Collected data entries
╔══
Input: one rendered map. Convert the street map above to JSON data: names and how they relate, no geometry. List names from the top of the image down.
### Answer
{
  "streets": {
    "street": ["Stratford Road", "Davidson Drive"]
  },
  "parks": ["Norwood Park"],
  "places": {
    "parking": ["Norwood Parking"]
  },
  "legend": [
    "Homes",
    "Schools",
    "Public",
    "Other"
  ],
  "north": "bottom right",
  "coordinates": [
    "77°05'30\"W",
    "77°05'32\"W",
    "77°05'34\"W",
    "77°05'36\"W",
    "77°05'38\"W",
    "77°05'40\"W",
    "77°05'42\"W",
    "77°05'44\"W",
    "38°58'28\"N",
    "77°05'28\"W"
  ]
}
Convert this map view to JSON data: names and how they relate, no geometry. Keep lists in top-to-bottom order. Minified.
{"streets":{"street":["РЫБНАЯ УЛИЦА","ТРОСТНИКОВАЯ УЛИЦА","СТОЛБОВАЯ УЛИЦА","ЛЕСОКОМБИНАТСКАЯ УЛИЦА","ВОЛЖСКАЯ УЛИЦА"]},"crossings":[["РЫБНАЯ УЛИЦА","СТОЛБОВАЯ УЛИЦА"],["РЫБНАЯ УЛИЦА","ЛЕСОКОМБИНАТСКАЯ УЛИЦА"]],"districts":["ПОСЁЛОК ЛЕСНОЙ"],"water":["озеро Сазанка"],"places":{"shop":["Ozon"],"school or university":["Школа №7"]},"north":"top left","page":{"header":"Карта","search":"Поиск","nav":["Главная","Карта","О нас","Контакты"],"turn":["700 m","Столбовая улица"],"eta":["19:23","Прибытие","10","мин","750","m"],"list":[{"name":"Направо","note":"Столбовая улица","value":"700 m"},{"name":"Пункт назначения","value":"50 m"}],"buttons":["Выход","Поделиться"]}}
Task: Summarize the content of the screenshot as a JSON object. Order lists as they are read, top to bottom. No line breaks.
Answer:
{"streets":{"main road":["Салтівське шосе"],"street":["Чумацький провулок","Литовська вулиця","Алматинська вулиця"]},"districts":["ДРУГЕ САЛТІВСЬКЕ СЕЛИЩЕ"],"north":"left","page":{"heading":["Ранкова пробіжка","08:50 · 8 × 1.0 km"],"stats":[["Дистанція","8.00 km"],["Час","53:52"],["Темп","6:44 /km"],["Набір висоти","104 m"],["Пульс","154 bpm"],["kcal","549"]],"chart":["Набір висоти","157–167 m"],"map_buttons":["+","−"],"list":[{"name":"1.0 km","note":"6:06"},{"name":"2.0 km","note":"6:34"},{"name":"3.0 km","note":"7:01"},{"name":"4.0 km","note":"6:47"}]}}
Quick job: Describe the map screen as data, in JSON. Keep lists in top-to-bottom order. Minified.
╚══
#### [Directions for this task]
Retype all of the data exactly, so that nothing differs from what is given.

#### [Your response]
Input: one rendered map. Convert the street map above to JSON data: names and how they relate, no geometry. List names from the top of the image down.
### Answer
{
  "streets": {
    "street": ["Stratford Road", "Davidson Drive"]
  },
  "parks": ["Norwood Park"],
  "places": {
    "parking": ["Norwood Parking"]
  },
  "legend": [
    "Homes",
    "Schools",
    "Public",
    "Other"
  ],
  "north": "bottom right",
  "coordinates": [
    "77°05'30\"W",
    "77°05'32\"W",
    "77°05'34\"W",
    "77°05'36\"W",
    "77°05'38\"W",
    "77°05'40\"W",
    "77°05'42\"W",
    "77°05'44\"W",
    "38°58'28\"N",
    "77°05'28\"W"
  ]
}
Convert this map view to JSON data: names and how they relate, no geometry. Keep lists in top-to-bottom order. Minified.
{"streets":{"street":["РЫБНАЯ УЛИЦА","ТРОСТНИКОВАЯ УЛИЦА","СТОЛБОВАЯ УЛИЦА","ЛЕСОКОМБИНАТСКАЯ УЛИЦА","ВОЛЖСКАЯ УЛИЦА"]},"crossings":[["РЫБНАЯ УЛИЦА","СТОЛБОВАЯ УЛИЦА"],["РЫБНАЯ УЛИЦА","ЛЕСОКОМБИНАТСКАЯ УЛИЦА"]],"districts":["ПОСЁЛОК ЛЕСНОЙ"],"water":["озеро Сазанка"],"places":{"shop":["Ozon"],"school or university":["Школа №7"]},"north":"top left","page":{"header":"Карта","search":"Поиск","nav":["Главная","Карта","О нас","Контакты"],"turn":["700 m","Столбовая улица"],"eta":["19:23","Прибытие","10","мин","750","m"],"list":[{"name":"Направо","note":"Столбовая улица","value":"700 m"},{"name":"Пункт назначения","value":"50 m"}],"buttons":["Выход","Поделиться"]}}
Task: Summarize the content of the screenshot as a JSON object. Order lists as they are read, top to bottom. No line breaks.
Answer:
{"streets":{"main road":["Салтівське шосе"],"street":["Чумацький провулок","Литовська вулиця","Алматинська вулиця"]},"districts":["ДРУГЕ САЛТІВСЬКЕ СЕЛИЩЕ"],"north":"left","page":{"heading":["Ранкова пробіжка","08:50 · 8 × 1.0 km"],"stats":[["Дистанція","8.00 km"],["Час","53:52"],["Темп","6:44 /km"],["Набір висоти","104 m"],["Пульс","154 bpm"],["kcal","549"]],"chart":["Набір висоти","157–167 m"],"map_buttons":["+","−"],"list":[{"name":"1.0 km","note":"6:06"},{"name":"2.0 km","note":"6:34"},{"name":"3.0 km","note":"7:01"},{"name":"4.0 km","note":"6:47"}]}}
Quick job: Describe the map screen as data, in JSON. Keep lists in top-to-bottom order. Minified.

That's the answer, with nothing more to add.